- **Work request**:
Whenever a line in the data holds the string "card", copy that line.

- **Dataset content**:
+-------+
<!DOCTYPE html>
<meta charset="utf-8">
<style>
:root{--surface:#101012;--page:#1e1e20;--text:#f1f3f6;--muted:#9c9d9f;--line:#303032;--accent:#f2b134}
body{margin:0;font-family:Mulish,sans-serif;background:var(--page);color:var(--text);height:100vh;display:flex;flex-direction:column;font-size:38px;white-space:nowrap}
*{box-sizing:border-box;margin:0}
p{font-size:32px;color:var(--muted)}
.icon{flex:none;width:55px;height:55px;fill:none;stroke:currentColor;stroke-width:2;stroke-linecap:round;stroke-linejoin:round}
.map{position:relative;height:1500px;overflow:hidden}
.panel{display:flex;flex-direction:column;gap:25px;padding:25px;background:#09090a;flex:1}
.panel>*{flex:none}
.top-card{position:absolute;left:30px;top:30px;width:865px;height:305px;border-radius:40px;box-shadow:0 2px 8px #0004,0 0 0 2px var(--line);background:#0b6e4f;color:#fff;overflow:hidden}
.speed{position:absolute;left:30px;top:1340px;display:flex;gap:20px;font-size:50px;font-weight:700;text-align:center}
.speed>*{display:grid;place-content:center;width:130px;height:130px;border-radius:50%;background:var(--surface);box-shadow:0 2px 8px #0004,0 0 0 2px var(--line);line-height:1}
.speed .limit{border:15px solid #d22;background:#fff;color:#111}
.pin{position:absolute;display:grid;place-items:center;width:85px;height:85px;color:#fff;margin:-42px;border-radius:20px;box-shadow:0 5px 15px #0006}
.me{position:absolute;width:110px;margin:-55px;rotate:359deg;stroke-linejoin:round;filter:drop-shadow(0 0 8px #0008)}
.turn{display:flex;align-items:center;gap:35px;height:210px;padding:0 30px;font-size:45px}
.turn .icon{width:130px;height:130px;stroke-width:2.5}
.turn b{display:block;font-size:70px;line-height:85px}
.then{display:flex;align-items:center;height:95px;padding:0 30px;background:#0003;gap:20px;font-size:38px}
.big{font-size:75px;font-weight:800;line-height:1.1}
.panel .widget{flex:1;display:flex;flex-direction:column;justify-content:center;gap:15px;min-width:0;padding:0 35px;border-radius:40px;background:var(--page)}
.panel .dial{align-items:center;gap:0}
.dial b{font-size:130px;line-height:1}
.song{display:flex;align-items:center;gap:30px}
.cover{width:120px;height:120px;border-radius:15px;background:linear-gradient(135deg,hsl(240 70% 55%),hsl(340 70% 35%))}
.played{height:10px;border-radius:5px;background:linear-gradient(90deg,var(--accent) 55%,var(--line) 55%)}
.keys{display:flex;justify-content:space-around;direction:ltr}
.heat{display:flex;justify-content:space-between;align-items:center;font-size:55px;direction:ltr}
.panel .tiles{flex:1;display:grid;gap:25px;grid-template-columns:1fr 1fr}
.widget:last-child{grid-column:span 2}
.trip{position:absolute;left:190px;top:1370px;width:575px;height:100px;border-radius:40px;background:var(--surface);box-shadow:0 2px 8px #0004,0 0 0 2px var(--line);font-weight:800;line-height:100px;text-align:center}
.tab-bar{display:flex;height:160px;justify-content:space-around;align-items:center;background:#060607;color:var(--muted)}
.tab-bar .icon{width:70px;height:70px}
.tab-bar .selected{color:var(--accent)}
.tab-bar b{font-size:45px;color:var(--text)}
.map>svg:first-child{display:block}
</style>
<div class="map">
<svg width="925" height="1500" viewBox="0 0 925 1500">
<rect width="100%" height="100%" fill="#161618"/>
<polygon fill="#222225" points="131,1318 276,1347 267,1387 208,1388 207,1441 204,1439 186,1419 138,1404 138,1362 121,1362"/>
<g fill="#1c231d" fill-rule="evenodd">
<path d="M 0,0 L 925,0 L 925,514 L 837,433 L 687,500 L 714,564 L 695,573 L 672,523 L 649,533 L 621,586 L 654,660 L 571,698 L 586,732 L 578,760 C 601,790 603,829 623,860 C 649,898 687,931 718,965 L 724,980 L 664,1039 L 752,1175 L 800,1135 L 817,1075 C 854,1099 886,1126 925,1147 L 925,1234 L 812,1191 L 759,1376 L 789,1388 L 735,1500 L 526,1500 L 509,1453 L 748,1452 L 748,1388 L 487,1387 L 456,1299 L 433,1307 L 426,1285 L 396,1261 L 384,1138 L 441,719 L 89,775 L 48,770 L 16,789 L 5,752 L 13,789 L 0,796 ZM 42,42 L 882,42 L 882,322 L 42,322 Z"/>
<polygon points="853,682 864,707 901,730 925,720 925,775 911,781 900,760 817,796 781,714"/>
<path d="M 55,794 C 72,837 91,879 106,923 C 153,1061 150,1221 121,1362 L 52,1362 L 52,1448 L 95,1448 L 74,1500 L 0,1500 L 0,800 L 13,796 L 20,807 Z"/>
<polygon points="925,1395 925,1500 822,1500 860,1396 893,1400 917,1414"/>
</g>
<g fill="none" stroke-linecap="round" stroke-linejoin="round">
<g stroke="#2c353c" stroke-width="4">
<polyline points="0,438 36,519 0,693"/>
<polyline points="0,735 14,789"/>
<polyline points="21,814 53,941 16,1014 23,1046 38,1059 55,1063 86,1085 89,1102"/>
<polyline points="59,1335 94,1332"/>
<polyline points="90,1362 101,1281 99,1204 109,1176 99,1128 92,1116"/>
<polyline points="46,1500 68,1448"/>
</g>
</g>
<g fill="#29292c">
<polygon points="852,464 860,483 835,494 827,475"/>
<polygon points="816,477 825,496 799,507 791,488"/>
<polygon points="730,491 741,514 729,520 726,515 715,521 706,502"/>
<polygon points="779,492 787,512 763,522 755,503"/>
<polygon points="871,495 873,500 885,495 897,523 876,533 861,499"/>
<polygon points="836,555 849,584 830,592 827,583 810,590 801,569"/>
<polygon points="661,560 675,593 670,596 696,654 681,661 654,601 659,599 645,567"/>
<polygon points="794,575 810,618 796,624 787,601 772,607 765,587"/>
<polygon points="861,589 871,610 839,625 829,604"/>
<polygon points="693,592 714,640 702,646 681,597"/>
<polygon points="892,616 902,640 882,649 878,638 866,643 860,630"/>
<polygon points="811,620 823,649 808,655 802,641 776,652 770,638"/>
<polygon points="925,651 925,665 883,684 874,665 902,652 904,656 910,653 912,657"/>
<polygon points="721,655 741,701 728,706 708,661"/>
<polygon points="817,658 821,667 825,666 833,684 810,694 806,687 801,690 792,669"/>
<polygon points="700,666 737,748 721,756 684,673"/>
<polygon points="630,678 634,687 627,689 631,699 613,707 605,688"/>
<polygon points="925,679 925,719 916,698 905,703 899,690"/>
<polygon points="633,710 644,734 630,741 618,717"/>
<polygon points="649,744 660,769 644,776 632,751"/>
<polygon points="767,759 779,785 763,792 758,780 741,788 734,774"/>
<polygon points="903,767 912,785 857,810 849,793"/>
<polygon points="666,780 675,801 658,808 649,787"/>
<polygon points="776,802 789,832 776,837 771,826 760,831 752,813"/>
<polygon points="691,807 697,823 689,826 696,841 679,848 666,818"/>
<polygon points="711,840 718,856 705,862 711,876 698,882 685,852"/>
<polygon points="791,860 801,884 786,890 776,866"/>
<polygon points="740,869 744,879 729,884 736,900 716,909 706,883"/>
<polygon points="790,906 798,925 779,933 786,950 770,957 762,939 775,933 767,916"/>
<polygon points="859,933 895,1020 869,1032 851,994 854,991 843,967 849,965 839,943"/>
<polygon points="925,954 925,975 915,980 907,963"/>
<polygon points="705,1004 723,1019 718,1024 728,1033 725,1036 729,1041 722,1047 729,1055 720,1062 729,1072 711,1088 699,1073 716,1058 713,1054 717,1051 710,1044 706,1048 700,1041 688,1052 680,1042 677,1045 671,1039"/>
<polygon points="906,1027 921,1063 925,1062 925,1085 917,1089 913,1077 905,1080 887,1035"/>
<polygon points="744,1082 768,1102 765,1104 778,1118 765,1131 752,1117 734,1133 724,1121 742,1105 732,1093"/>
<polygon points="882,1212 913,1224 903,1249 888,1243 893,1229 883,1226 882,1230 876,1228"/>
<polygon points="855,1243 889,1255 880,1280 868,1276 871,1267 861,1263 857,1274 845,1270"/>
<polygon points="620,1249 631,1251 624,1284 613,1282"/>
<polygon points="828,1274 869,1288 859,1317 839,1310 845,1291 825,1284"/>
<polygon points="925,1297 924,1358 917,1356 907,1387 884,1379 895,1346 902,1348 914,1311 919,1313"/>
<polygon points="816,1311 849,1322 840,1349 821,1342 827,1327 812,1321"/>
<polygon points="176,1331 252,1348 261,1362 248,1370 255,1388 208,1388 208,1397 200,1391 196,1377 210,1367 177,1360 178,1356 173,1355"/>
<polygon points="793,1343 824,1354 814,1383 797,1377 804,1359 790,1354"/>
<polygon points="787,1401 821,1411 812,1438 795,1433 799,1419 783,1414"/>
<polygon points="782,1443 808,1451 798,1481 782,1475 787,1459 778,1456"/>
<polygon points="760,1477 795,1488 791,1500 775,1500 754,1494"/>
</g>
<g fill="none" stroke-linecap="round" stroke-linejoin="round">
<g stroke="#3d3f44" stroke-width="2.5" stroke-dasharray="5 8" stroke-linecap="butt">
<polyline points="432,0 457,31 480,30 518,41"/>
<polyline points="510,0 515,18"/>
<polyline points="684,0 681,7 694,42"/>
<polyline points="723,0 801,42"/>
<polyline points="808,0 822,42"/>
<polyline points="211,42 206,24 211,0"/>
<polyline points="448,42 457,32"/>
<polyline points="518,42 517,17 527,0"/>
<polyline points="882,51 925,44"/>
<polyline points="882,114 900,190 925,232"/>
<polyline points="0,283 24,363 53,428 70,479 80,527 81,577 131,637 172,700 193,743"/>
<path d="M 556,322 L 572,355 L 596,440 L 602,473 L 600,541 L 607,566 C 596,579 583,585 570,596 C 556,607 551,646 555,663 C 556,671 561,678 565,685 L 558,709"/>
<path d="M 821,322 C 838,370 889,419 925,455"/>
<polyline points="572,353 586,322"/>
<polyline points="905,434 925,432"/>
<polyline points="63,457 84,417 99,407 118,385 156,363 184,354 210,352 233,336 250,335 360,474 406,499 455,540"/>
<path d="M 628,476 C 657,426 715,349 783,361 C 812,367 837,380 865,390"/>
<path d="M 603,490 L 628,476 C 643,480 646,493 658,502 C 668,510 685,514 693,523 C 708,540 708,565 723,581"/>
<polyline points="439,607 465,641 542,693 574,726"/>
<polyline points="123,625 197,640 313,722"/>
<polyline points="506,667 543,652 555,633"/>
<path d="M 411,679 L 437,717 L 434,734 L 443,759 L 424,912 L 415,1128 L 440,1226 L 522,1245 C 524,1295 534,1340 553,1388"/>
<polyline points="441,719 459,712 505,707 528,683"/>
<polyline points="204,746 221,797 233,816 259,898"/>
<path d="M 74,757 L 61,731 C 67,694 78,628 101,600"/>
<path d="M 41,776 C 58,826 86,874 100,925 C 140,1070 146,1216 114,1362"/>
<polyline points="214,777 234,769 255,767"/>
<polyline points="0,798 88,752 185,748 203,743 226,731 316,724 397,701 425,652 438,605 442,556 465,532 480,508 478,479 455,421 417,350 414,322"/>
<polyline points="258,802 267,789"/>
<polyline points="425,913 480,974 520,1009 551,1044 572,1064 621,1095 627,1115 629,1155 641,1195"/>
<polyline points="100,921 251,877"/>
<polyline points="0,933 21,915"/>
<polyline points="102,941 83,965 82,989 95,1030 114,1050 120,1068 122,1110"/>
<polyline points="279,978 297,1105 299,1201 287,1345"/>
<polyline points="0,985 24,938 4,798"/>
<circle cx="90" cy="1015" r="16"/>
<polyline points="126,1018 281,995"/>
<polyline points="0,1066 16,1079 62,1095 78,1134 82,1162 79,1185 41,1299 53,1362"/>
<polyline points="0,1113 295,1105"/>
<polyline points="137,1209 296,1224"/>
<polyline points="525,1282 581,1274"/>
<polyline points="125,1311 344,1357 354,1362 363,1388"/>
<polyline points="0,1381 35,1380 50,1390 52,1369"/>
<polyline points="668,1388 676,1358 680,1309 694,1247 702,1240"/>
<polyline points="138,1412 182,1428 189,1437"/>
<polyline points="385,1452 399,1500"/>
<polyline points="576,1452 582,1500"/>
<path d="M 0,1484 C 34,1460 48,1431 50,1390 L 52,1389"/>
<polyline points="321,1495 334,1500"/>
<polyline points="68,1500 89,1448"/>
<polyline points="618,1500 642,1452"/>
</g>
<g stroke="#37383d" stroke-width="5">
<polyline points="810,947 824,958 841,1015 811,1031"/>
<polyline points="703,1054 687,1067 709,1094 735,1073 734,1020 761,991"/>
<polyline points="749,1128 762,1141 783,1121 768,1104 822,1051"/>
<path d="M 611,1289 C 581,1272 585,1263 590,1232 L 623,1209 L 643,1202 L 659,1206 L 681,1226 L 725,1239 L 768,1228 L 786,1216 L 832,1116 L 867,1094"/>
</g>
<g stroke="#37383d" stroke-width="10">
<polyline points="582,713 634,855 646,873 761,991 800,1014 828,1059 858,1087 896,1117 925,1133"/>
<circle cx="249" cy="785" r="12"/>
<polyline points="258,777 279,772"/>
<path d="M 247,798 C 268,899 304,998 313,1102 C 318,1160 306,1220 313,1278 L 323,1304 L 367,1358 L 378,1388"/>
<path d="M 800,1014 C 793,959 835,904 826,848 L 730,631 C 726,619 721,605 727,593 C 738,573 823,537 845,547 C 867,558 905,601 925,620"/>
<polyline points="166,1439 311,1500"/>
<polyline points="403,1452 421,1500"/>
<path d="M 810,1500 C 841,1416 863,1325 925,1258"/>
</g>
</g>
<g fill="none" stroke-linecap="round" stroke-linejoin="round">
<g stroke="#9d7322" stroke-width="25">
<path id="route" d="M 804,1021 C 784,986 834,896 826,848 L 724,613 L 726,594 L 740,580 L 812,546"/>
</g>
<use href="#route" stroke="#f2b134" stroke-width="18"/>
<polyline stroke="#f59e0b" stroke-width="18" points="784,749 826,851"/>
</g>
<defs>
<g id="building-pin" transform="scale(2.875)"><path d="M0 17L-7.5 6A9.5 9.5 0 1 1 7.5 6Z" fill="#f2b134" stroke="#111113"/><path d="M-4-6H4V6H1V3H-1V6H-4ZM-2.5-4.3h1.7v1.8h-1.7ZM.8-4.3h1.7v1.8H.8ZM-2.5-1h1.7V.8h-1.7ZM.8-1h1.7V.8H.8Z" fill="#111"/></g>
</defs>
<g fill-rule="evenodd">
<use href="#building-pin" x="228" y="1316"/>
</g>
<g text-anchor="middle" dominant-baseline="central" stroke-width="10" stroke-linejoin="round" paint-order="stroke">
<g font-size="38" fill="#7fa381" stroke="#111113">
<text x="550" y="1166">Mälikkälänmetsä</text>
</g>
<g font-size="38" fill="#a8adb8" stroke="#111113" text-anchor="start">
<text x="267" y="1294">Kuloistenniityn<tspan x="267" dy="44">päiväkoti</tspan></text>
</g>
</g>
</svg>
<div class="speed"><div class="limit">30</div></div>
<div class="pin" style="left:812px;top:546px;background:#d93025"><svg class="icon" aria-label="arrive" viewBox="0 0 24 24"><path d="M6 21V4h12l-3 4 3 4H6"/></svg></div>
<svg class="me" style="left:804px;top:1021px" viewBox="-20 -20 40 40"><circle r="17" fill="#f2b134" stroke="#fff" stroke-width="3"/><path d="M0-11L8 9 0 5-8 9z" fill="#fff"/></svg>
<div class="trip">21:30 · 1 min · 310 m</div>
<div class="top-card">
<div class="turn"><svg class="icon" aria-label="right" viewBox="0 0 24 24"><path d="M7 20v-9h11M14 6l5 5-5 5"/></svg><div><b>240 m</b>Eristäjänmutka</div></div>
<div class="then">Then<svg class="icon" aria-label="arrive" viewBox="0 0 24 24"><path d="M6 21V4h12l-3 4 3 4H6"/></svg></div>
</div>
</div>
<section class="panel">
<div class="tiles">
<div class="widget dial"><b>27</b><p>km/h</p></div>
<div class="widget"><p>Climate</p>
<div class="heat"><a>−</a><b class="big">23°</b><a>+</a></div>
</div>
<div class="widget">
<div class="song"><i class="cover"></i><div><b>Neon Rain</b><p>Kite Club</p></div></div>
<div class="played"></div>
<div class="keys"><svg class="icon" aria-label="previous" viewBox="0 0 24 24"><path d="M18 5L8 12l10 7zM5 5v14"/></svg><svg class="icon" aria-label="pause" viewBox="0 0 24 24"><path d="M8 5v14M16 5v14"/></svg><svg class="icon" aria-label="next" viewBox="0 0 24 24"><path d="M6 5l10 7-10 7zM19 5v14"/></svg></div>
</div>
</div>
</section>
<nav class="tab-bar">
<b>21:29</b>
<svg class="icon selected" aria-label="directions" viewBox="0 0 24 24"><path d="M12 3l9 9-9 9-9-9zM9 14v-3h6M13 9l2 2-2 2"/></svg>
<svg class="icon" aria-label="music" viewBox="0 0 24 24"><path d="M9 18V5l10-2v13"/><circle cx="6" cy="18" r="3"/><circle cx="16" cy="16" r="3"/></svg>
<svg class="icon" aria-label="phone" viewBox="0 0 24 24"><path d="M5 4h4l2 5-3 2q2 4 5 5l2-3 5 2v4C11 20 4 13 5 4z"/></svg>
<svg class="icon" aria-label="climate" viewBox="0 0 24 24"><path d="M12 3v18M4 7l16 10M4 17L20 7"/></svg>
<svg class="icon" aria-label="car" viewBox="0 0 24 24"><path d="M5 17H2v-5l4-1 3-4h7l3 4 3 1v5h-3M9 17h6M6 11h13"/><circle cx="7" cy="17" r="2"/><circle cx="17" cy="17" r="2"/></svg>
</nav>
+-------+
- **Output of the exercise**:
.top-card{position:absolute;left:30px;top:30px;width:865px;height:305px;border-radius:40px;box-shadow:0 2px 8px #0004,0 0 0 2px var(--line);background:#0b6e4f;color:#fff;overflow:hidden}
<div class="top-card">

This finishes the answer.